Needed from the data below: all lines that contain the word "building".

[Material provided]

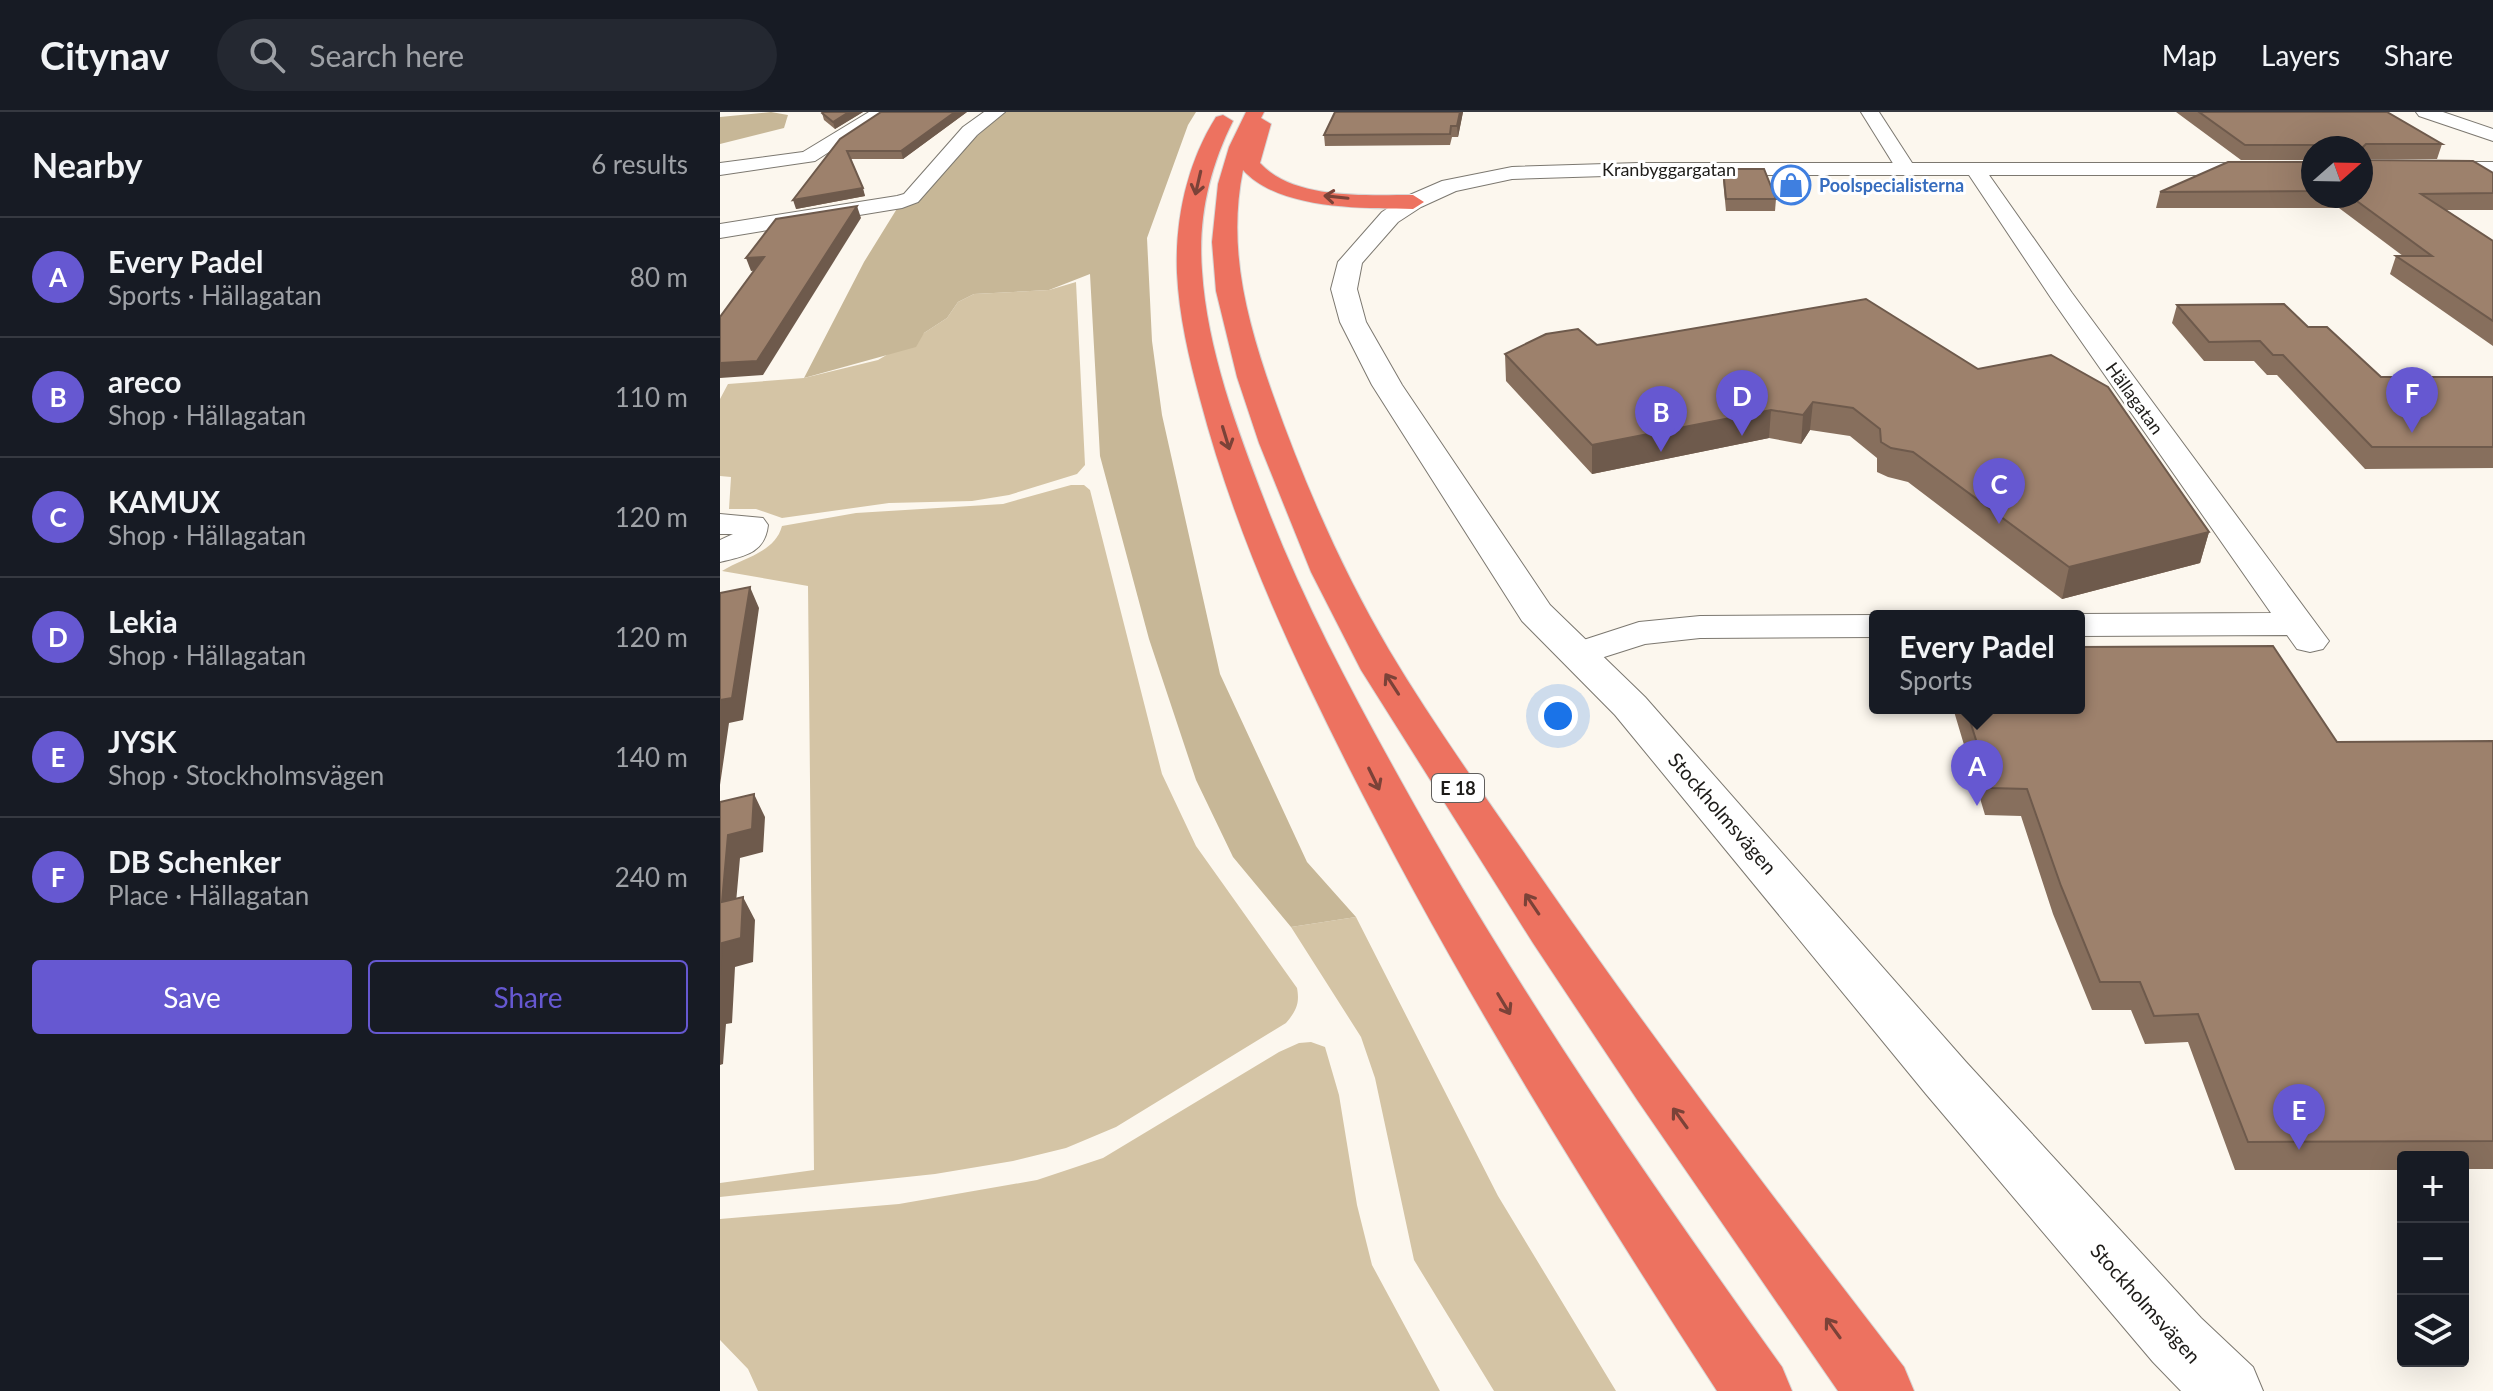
<!DOCTYPE html>
<meta charset="utf-8">
<style>
:root{--surface:#171b24;--page:#242831;--text:#f1f3f6;--muted:#9ea1a6;--line:#363941;--accent:#6658d1}
body{margin:0;font-family:Lato,sans-serif;background:var(--page);color:var(--text)}
.controls{position:absolute;right:24px;bottom:24px;display:grid;overflow:hidden;border-radius:8px;box-shadow:0 8px 32px #0002}
.controls button{width:72px;height:72px;display:grid;place-items:center;padding:0;border:0;border-bottom:2px solid var(--line);background:var(--surface);color:var(--text);font:40px sans-serif}
.compass{position:absolute;left:1581px;top:24px;width:72px;height:72px;border-radius:50%;background:var(--surface);box-shadow:0 8px 32px #0002;rotate:70deg}
.you{position:absolute;left:838px;top:604px;width:28px;height:28px;margin:-20px;border:6px solid #fff;border-radius:50%;background:#1a73e8;box-shadow:0 0 0 12px #1a73e833}
.badge{display:grid;place-items:center;width:52px;height:52px;border-radius:50%;background:var(--accent);color:#fff;font-size:26px;font-weight:700}
.pin{position:absolute;translate:-50% -66px;filter:drop-shadow(0 2px 4px #0008)}
.pin::after{content:'';position:absolute;top:42px;width:28px;height:24px;background:inherit;clip-path:polygon(0 0,100% 0,50% 100%)}
.popup{position:absolute;left:1149px;top:498px;width:216px;height:104px;box-sizing:border-box;display:grid;place-content:center;border-radius:8px;background:var(--surface);filter:drop-shadow(0 2px 6px #0005);font-size:26px;white-space:nowrap;color:var(--muted)}
.popup b{font-size:30px;color:var(--text)}
.popup::after{content:'';position:absolute;left:50%;top:100%;margin-left:-16px;border:16px solid transparent;border-top-color:var(--surface)}
.list{margin:0;padding:0;list-style:none}
h2{display:flex;justify-content:space-between;align-items:center;height:104px;margin:0;padding:0 32px;font-size:34px}
h2 small{font-size:26px;font-weight:400;color:var(--muted)}
.list li{display:grid;grid-template-columns:52px 1fr auto;gap:24px;align-items:center;box-sizing:border-box;height:120px;padding:0 32px;border-top:2px solid var(--line)}
.list b{display:block;font-size:30px;white-space:nowrap}
.list p{margin:0;font-size:26px;white-space:nowrap;color:var(--muted)}
.list em{font-size:26px;font-style:normal;color:var(--muted)}
.actions{display:flex;gap:16px;padding:24px 32px}
.actions a{flex:1;padding:18px 0;border:2px solid var(--accent);border-radius:8px;text-align:center;font-size:28px;color:var(--accent)}
.actions .main{background:var(--accent);color:#fff}
.icon{flex:none;width:44px;height:44px;fill:none;stroke:currentColor;stroke-width:2;stroke-linecap:round;stroke-linejoin:round}
.map{position:relative;flex:none;width:1773px;height:1279px;overflow:hidden}
header{display:flex;align-items:center;gap:48px;box-sizing:border-box;height:112px;padding:0 40px;background:var(--surface);border-bottom:2px solid var(--line)}
header strong{font-size:38px}
nav{display:flex;gap:44px;margin-inline-start:auto;font-size:28px}
.search{width:560px;height:72px;background:var(--page);display:flex;align-items:center;gap:20px;box-sizing:border-box;padding:0 28px;border-radius:44px;color:var(--muted);font-size:30px}
main{display:flex}
aside{flex:1;background:var(--surface)}
.map>svg:first-child{display:block}
.green{fill:#d4c4a5}
.forest{fill:#c7b797}
.lines{fill:none;stroke-linecap:round;stroke-linejoin:round}
.minor-casing{stroke:#7c7870;stroke-width:2}
.tertiary-casing{stroke:#7c7870;stroke-width:2}
.motorway-casing{stroke:#d6d6d5;stroke-width:2}
.minor{fill:#fff;fill-rule:evenodd}
.tertiary{fill:#fff;fill-rule:evenodd}
.motorway{fill:#ed7260;fill-rule:evenodd}
.wall{fill:#876f5d}
.shaded-wall{fill:#6e5a4c}
.building{fill:#9d816c;stroke:#6e5a4c;stroke-width:2}
.oneway{stroke:#7b4238}
.labels{text-anchor:middle;dominant-baseline:central;stroke-width:6;stroke-linejoin:round;paint-order:stroke}
.far-street-label{font-size:18px;fill:#1d1b18;stroke:#fff}
.far-shop-label{font-size:18px;font-weight:bold;fill:#366cbe;stroke:#fff;text-anchor:start}
.shield{fill:#fff;stroke:#615f5d;stroke-width:2}
.shield-label{font-size:18px;font-weight:bold;fill:#1d1b18}
.street-label{font-size:20px;fill:#1d1b18;stroke:#fff}
</style>
<header>
<strong>Citynav</strong>
<div class="search"><svg class="icon" aria-label="search" viewBox="0 0 24 24"><circle cx="10" cy="10" r="6"/><path d="M15 15l6 6"/></svg>Search here</div>
<nav><a>Map</a><a>Layers</a><a>Share</a></nav>
</header>
<main>
<aside>
<h2>Nearby<small>6 results</small></h2>
<ul class="list">
<li><span class="badge">A</span><div><b>Every Padel</b><p>Sports · Hällagatan</p></div><em>80 m</em></li>
<li><span class="badge">B</span><div><b>areco</b><p>Shop · Hällagatan</p></div><em>110 m</em></li>
<li><span class="badge">C</span><div><b>KAMUX</b><p>Shop · Hällagatan</p></div><em>120 m</em></li>
<li><span class="badge">D</span><div><b>Lekia</b><p>Shop · Hällagatan</p></div><em>120 m</em></li>
<li><span class="badge">E</span><div><b>JYSK</b><p>Shop · Stockholmsvägen</p></div><em>140 m</em></li>
<li><span class="badge">F</span><div><b>DB Schenker</b><p>Place · Hällagatan</p></div><em>240 m</em></li>
</ul>
<div class="actions"><a class="main">Save</a><a>Share</a></div>
</aside>
<div class="map">
<svg width="1773" height="1279" viewBox="0 0 1773 1279">
<rect width="100%" height="100%" fill="#fcf7ee"/>
<g class="green">
<polygon points="356,170 365,353 357,362 289,383 252,389 169,391 62,406 36,397 9,397 11,365 0,364 0,287 8,272 84,266 158,248 204,221 227,206 238,190 254,182 329,178"/>
<path d="M351,373H364L370,378L442,662L476,734L577,876C580,892 576,899 566,911L396,1015L346,1036L293,1049L215,1062L0,1085V1071L94,1058L88,474L2,459C22,446 55,441 62,414L136,401L283,392Z"/>
<polygon points="636,805 778,1084 896,1279 774,1279 694,1148 655,966 641,925 571,815"/>
<polygon points="591,930 605,935 619,983 637,1093 652,1153 720,1279 38,1279 28,1257 0,1228 0,1107 179,1092 317,1068 383,1046 559,940 579,931"/>
</g>
<g class="forest">
<polygon points="51,0 68,3 64,16 0,32 0,5"/>
<polygon points="284,0 476,0 468,13 427,126 432,229 442,303 500,562 587,750 636,805 571,815 513,745 476,668 429,527 380,344 370,162 329,178 254,182 238,190 227,206 204,221 196,235 84,266 144,150 178,95"/>
</g>
<g class="lines">
<defs>
<g id="minor">
<polygon points="149,0 171,0 95,49 0,63 0,51 83,40"/>
<polygon points="264,0 285,0 257,23 198,90 182,96 0,126 0,112 177,84 184,82 243,15"/>
<polygon points="1141,0 1159,0 1196,57 1193,61 1179,61"/>
<polygon points="1696,0 1723,0 1773,17 1773,29 1699,4"/>
<polygon points="1255,51 1262,53 1352,181 1603,521 1609,529 1603,537 1590,540 1577,537 1567,523 1359,524 1359,504 1350,504 1359,502 1551,501 1331,186 1245,57"/>
<path d="M0,402L43,406L48,413C45,441 25,444 0,450V428L13,422H0Z"/>
<polygon points="980,504 1155,503 1160,504 1155,504 1155,525 980,526 925,532 859,553 845,550 840,542 845,534 919,510"/>
</g>
<g id="tertiary">
<rect x="1641" y="50" width="132" height="12"/>
<polygon points="918,51 1593,51 1593,63 918,63 792,67 736,79 701,95 678,110 642,151 637,177 646,210 682,273 830,493 925,585 1246,950 1481,1206 1533,1255 1543,1279 1461,1279 1433,1250 1206,982 895,603 802,509 652,273 620,210 611,177 618,150 662,100 685,85 722,69 792,55"/>
</g>
<g id="motorway">
<path d="M526,0H544L541,6L551,12L540,51C574,88 646,83 693,83L704,90L693,97C642,96 559,98 523,58C507,137 527,209 553,283C584,371 622,458 669,538C718,620 775,698 829,777C942,940 1063,1098 1184,1255L1194,1279H1118L918,989L813,831L641,558L591,460L539,331L517,265L496,179L492,130L498,72L509,35Z"/>
<path d="M503,3L513,9C489,57 478,106 482,159C487,237 517,317 545,390C582,487 631,579 681,669C794,874 926,1065 1062,1255L1072,1279H997C849,1051 705,818 588,572C544,480 506,386 480,287C469,246 459,204 457,161C455,107 467,51 496,5Z"/>
</g>
</defs>
<use href="#minor" class="minor-casing"/>
<use href="#tertiary" class="tertiary-casing"/>
<use href="#motorway" class="motorway-casing"/>
<use href="#minor" class="minor"/>
<use href="#tertiary" class="tertiary"/>
<use href="#motorway" class="motorway"/>
</g>
<g class="wall">
<polygon points="103,0 143,0 115,17 104,8 102,1"/>
<polygon points="247,0 183,47 131,47 145,84 76,97 120,27"/>
<polygon points="615,0 743,0 738,25 732,25 730,33 605,34 604,23"/>
<polygon points="1456,0 1667,0 1722,32 1717,47 1644,47 1644,48 1773,61 1773,98 1726,98 1773,129 1773,234 1670,162 1676,144 1683,144 1619,96 1436,96 1440,80 1593,50 1593,84 1641,84 1641,36 1593,36 1593,48 1521,48"/>
<polygon points="1003,57 1056,87 1055,99 1006,99 1003,68"/>
<polygon points="1146,187 1489,420 1480,451 1342,487 1188,370 1168,365 1157,360 1157,346 1130,324 1090,318 1081,332 1049,326 872,362 786,269 785,242 877,233"/>
<polygon points="1457,193 1588,215 1661,265 1773,265 1773,356 1645,357 1557,263 1547,263 1534,249 1484,249 1452,211"/>
<polygon points="1233,596 1359,596 1617,630 1773,629 1773,1057 1743,1057 1743,1045 1683,1045 1683,1058 1515,1058 1468,930 1425,932 1411,898 1372,898 1333,802 1301,704 1265,703"/>
</g>
<g class="shaded-wall">
<polygon points="129,0 143,0 115,17 113,10"/>
<polygon points="235,0 247,0 183,47 181,39"/>
<polygon points="740,0 743,0 738,25 737,14"/>
<polygon points="143,76 145,84 76,97 73,88"/>
<polygon points="137,94 141,106 43,263 0,266 0,251"/>
<polygon points="44,145 49,157 31,159 26,146"/>
<polygon points="1093,290 1090,318 1081,332 1083,303"/>
<polygon points="1051,298 1049,326 872,362 872,333"/>
<polygon points="1489,420 1480,451 1342,487 1349,455"/>
<polygon points="30,475 39,496 23,608 9,611 0,673 0,588"/>
<polygon points="34,682 45,705 43,740 20,746 14,813 2,790 8,723"/>
<polygon points="23,785 35,808 33,850 15,855 12,911 6,912 3,952 0,953 0,864 2,831"/>
</g>
<g class="building">
<polygon points="103,0 129,0 113,10 102,1"/>
<polygon points="161,0 235,0 181,39 127,39 143,76 73,88 120,27"/>
<polygon points="615,0 740,0 737,14 731,14 730,22 604,23"/>
<polygon points="1479,0 1667,0 1722,32 1646,32 1643,35 1644,48 1753,49 1773,61 1773,81 1701,82 1773,129 1773,209 1676,144 1712,144 1630,84 1641,84 1641,36 1600,36 1597,33 1525,33"/>
<polygon points="1508,50 1593,50 1593,79 1440,80"/>
<polygon points="1003,57 1044,57 1056,87 1006,87"/>
<polygon points="137,94 37,249 0,251 0,205 44,145 26,146 56,107"/>
<polygon points="1146,187 1258,257 1331,243 1388,275 1489,420 1349,455 1193,340 1171,336 1161,330 1160,317 1133,296 1093,290 1083,303 1051,298 872,333 785,242 826,222 858,217 877,233"/>
<polygon points="1564,192 1588,215 1607,215 1661,265 1773,265 1773,335 1652,335 1563,243 1553,243 1540,229 1489,230 1457,193"/>
<polygon points="30,475 12,586 0,588 0,481"/>
<polygon points="1553,534 1617,630 1773,629 1773,1029 1528,1030 1478,902 1434,904 1420,870 1380,870 1341,774 1307,677 1271,676 1246,596 1359,596 1359,535"/>
<polygon points="34,682 32,717 8,723 2,790 23,785 21,826 2,831 0,864 0,690"/>
</g>
<defs><path id="oneway-shaft" d="M-6 0H5M1.5-3L5.5 0L1.5 3" fill="none" stroke-width="1.6" stroke-linecap="round" stroke-linejoin="round" transform="scale(2)"/></defs>
<g class="oneway">
<use href="#oneway-shaft" transform="translate(478 71) rotate(103)"/>
<use href="#oneway-shaft" transform="translate(616 85) rotate(-174)"/>
<use href="#oneway-shaft" transform="translate(506 326) rotate(73)"/>
<use href="#oneway-shaft" transform="translate(672 572) rotate(-123)"/>
<use href="#oneway-shaft" transform="translate(654 667) rotate(64)"/>
<use href="#oneway-shaft" transform="translate(812 792) rotate(-124)"/>
<use href="#oneway-shaft" transform="translate(784 892) rotate(59)"/>
<use href="#oneway-shaft" transform="translate(960 1006) rotate(-126)"/>
<use href="#oneway-shaft" transform="translate(1113 1216) rotate(-126)"/>
</g>
<defs>
<symbol id="shop-ring" viewBox="-11 -11 22 22"><circle r="9.5" fill="#fff" stroke="#3f7fe0" stroke-width="1.5"/><path d="M-5-2.5h2.3a2.7 3.5 0 0 1 5.4 0H5L5.5 6h-11ZM-1.5-2.5h3a1.5 2.3 0 0 0-3 0Z" fill="#3f7fe0"/></symbol>
</defs>
<g fill-rule="evenodd">
<use href="#shop-ring" x="1049" y="51" width="44" height="44"/>
</g>
<g class="labels">
<g class="far-street-label">
<text x="949" y="57">Kranbyggargatan</text>
<text transform="translate(1415 286) rotate(54)">Hällagatan</text>
</g>
<g class="far-shop-label">
<text x="1099" y="73">Poolspecialisterna</text>
</g>
<rect class="shield" x="712" y="662" width="52" height="28" rx="6"/>
<g class="shield-label">
<text x="738" y="676">E 18</text>
</g>
<g class="street-label">
<text transform="translate(1003 701) rotate(49)">Stockholmsvägen</text>
<text transform="translate(1426 1191) rotate(48)">Stockholmsvägen</text>
</g>
</g>
</svg>
<div class="controls">
<button>+</button>
<button>−</button>
<button><svg class="icon" aria-label="layers" viewBox="0 0 24 24"><path d="M12 4l9 5-9 5-9-5zM3 14l9 5 9-5"/></svg></button>
</div>
<svg class="compass" viewBox="-18 -18 36 36"><path d="M0-13l5 13h-10z" fill="#e53935"/><path d="M0 13l5-13h-10z" fill="#9ea1a6"/></svg>
<div class="you"></div>
<div class="pin badge" style="left:1257px;top:694px">A</div>
<div class="popup"><b>Every Padel</b>Sports</div>
<div class="pin badge" style="left:941px;top:340px">B</div>
<div class="pin badge" style="left:1279px;top:412px">C</div>
<div class="pin badge" style="left:1022px;top:324px">D</div>
<div class="pin badge" style="left:1579px;top:1038px">E</div>
<div class="pin badge" style="left:1692px;top:321px">F</div>
</div>
</main>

[/Material provided]

• _Solution to this exercise_:
.building{fill:#9d816c;stroke:#6e5a4c;stroke-width:2}
<g class="building">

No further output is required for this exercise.